L’iniziativa è realizzata in occasione della Giornata Internazionale dei Musei dal coordinamento Regionale Campania di ICOM Italia in collaborazione con la Reggia di Caserta. L’appuntamento rilancia il tema globale lanciato da ICOM per l’80° anniversario dell’organizzazione: "Musei che uniscono un mondo diviso". In un’epoca di frammentazione, i musei sono chiamati - si legge ancora - a riscoprire la propria vocazione di "architetture di dialogo".
Per l’occasione è stato scelto un luogo simbolo: il Bosco Vecchio della Reggia di Caserta, presso l'installazione artistica "Terzo Paradiso" di Michelangelo Pistoletto, emblema della sintesi tra artificio e natura - si legge ancora - palcoscenico ideale per discutere di sostenibilità, inclusione e benessere sociale attraverso la cultura che unisce.

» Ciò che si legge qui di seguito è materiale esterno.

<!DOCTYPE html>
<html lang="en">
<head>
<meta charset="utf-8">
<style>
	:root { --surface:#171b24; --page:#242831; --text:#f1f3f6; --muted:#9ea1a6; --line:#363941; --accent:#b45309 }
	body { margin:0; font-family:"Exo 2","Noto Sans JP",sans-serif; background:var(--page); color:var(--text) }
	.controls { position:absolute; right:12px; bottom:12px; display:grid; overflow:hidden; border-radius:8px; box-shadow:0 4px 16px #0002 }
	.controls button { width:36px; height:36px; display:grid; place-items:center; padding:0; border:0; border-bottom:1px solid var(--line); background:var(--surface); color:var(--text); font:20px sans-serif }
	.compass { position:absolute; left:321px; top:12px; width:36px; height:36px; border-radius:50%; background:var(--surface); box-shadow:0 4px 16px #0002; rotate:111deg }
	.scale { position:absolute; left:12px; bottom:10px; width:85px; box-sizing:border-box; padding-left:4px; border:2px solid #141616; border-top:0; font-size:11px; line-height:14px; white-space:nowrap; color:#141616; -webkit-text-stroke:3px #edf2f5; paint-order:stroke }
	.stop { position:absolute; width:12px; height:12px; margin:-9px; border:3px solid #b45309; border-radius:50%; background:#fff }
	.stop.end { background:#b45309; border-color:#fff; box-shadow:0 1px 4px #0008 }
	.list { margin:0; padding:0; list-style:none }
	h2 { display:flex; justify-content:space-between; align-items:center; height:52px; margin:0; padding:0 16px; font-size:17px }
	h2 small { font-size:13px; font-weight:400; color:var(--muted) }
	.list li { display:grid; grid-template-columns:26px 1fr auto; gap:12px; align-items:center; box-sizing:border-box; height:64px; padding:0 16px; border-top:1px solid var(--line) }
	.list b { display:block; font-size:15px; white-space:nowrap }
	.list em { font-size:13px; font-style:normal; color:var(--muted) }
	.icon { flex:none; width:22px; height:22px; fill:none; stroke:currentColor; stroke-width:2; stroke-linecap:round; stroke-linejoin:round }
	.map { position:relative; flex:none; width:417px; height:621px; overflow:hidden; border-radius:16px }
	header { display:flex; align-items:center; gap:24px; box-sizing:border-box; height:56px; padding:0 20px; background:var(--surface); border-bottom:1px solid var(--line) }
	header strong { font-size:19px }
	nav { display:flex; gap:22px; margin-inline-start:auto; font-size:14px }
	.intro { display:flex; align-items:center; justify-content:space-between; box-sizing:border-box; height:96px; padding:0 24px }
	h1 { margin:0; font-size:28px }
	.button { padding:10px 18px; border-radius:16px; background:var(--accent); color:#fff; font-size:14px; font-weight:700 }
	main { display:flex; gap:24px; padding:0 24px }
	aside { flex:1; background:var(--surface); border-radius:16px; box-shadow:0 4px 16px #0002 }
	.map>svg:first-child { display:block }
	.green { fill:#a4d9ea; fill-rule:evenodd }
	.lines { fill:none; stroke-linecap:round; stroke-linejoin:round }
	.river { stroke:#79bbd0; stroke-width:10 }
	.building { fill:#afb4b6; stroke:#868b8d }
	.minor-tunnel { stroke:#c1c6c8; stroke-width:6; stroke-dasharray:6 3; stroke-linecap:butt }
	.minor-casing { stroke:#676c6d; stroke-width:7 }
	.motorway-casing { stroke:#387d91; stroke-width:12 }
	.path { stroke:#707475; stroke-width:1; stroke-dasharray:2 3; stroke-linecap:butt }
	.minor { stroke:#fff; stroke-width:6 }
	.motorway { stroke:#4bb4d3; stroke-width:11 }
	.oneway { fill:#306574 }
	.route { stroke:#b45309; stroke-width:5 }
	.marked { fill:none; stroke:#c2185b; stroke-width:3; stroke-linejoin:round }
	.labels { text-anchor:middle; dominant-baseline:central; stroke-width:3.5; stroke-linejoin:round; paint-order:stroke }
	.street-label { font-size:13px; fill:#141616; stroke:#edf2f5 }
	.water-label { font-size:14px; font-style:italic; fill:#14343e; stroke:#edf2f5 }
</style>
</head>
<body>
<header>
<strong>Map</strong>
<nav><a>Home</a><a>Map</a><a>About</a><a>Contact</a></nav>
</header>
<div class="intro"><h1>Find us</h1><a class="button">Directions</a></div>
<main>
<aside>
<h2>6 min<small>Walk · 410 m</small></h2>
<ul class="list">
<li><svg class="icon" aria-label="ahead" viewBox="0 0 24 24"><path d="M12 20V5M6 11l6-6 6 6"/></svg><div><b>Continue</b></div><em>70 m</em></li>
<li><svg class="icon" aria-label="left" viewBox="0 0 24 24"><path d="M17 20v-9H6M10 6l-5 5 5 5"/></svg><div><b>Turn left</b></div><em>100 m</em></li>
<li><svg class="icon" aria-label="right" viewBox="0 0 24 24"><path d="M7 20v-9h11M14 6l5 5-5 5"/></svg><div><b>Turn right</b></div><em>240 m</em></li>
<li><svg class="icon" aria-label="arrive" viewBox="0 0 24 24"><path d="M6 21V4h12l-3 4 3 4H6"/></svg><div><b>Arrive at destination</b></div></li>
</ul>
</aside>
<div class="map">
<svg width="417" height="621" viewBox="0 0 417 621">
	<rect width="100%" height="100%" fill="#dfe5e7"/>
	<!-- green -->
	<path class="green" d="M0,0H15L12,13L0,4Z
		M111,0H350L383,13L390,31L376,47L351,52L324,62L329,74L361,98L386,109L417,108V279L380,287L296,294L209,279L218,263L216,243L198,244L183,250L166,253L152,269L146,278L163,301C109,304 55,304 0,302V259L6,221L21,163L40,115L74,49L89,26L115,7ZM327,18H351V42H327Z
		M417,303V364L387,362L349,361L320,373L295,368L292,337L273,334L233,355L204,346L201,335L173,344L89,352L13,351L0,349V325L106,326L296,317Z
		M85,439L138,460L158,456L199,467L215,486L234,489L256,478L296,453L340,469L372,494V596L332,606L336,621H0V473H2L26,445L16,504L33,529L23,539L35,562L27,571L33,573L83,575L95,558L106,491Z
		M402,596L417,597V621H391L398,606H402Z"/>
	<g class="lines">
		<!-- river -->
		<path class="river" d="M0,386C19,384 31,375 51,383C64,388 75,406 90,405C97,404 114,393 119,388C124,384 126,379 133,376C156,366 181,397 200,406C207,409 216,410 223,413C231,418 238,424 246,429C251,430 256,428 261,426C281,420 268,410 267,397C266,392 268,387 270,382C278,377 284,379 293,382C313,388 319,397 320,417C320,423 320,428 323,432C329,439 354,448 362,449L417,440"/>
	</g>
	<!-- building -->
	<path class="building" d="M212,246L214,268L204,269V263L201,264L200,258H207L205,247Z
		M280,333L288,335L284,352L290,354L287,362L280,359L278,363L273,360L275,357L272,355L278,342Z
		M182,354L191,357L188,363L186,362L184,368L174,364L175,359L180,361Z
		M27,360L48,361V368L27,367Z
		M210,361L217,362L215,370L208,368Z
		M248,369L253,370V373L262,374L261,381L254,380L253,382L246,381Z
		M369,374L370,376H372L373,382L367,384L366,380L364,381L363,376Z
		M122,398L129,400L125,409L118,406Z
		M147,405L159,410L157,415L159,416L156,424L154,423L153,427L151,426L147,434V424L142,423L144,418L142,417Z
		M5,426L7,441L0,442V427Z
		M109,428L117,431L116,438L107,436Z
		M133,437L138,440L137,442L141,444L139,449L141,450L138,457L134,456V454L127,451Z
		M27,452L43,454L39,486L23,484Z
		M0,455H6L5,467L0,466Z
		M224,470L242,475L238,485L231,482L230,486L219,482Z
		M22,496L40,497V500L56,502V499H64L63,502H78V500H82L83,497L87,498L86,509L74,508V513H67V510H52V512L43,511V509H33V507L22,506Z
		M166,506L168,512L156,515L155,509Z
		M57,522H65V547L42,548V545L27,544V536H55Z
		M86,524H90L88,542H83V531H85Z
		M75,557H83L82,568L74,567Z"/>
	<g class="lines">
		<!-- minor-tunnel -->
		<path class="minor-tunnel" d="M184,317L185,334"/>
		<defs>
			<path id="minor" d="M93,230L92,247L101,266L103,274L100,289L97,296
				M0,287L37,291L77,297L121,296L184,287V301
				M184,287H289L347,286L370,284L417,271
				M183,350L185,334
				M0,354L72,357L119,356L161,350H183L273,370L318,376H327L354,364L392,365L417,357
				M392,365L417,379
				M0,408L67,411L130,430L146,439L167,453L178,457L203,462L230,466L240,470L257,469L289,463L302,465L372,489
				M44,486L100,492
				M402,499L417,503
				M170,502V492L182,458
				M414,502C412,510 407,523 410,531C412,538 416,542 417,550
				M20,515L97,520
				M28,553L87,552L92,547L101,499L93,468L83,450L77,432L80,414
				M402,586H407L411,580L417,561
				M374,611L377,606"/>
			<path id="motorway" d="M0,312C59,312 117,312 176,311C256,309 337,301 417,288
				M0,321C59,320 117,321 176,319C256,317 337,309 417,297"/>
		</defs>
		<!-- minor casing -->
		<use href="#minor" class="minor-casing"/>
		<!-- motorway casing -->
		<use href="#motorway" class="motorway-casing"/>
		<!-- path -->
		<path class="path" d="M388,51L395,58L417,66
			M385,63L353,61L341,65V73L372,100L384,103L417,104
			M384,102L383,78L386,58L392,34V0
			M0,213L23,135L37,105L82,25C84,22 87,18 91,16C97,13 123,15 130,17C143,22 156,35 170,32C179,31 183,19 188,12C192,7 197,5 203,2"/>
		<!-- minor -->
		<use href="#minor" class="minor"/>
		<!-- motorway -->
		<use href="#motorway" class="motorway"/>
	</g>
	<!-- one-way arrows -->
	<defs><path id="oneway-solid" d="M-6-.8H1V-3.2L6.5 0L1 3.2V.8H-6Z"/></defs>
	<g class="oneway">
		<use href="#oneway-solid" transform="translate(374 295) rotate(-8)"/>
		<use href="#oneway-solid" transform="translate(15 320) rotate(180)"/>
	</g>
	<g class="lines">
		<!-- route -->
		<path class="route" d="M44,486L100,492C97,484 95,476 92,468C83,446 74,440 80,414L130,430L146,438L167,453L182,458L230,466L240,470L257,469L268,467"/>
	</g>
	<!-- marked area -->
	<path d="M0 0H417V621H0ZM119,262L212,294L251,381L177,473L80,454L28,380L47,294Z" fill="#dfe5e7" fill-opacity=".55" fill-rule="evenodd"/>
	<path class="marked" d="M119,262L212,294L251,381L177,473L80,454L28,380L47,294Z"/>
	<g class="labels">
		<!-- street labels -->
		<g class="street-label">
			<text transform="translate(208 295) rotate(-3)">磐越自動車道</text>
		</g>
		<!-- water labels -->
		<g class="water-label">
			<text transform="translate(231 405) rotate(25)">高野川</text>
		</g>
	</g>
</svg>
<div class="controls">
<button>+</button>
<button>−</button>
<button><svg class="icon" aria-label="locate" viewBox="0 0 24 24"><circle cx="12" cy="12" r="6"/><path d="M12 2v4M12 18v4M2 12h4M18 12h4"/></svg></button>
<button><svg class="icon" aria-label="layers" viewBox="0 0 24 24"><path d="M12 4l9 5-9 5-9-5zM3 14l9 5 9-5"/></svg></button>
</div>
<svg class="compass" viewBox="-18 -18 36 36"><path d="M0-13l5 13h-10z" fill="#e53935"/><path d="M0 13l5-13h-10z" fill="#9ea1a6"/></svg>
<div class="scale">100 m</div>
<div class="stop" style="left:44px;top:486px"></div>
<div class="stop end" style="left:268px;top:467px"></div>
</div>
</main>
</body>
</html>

La mattinata si aprirà con la presentazione dei lavori a cura di Alessandra Drioli, coordinatrice Regione Campania di ICOM Italia, seguita da un intervento dal titolo "Musei: architetture di dialogo" tenuto da Tiziana Maffei, direttore della Reggia di Caserta. Interverranno in dialogo con il direttore Maffei: Alessandra Cirafici – coordinatrice del dottorato di interesse nazionale in design per il Made in Italy - si legge ancora - Università degli Studi Luigi Vanvitelli, Tiziana D'Angelo – direttrice del Parco Archeologico di Paestum e Velia, Fabio Pagano – direttore del Parco Archeologico dei Campi Flegrei, Angela Tecce – presidente Fondazione Donnaregina per le Arti Contemporanee, Luigina Tomay – direzione regionale - si legge ancora - Musei nazionali Campania Paola Villani – direttrice del Dipartimento di Scienze Umanistiche, Università Suor Orsola Benincasa.
Oltre agli interventi istituzionali, la mattinata prevede una sessione partecipativa. Questo momento di confronto e "idee in movimento" sarà volto alla raccolta di proposte concrete e alla costruzione di nuove progettualità - prosegue il comunicato - per il coordinamento regionale, ponendo l'accento sull'attivazione dei pubblici come motore di cambiamento per il patrimonio culturale campano".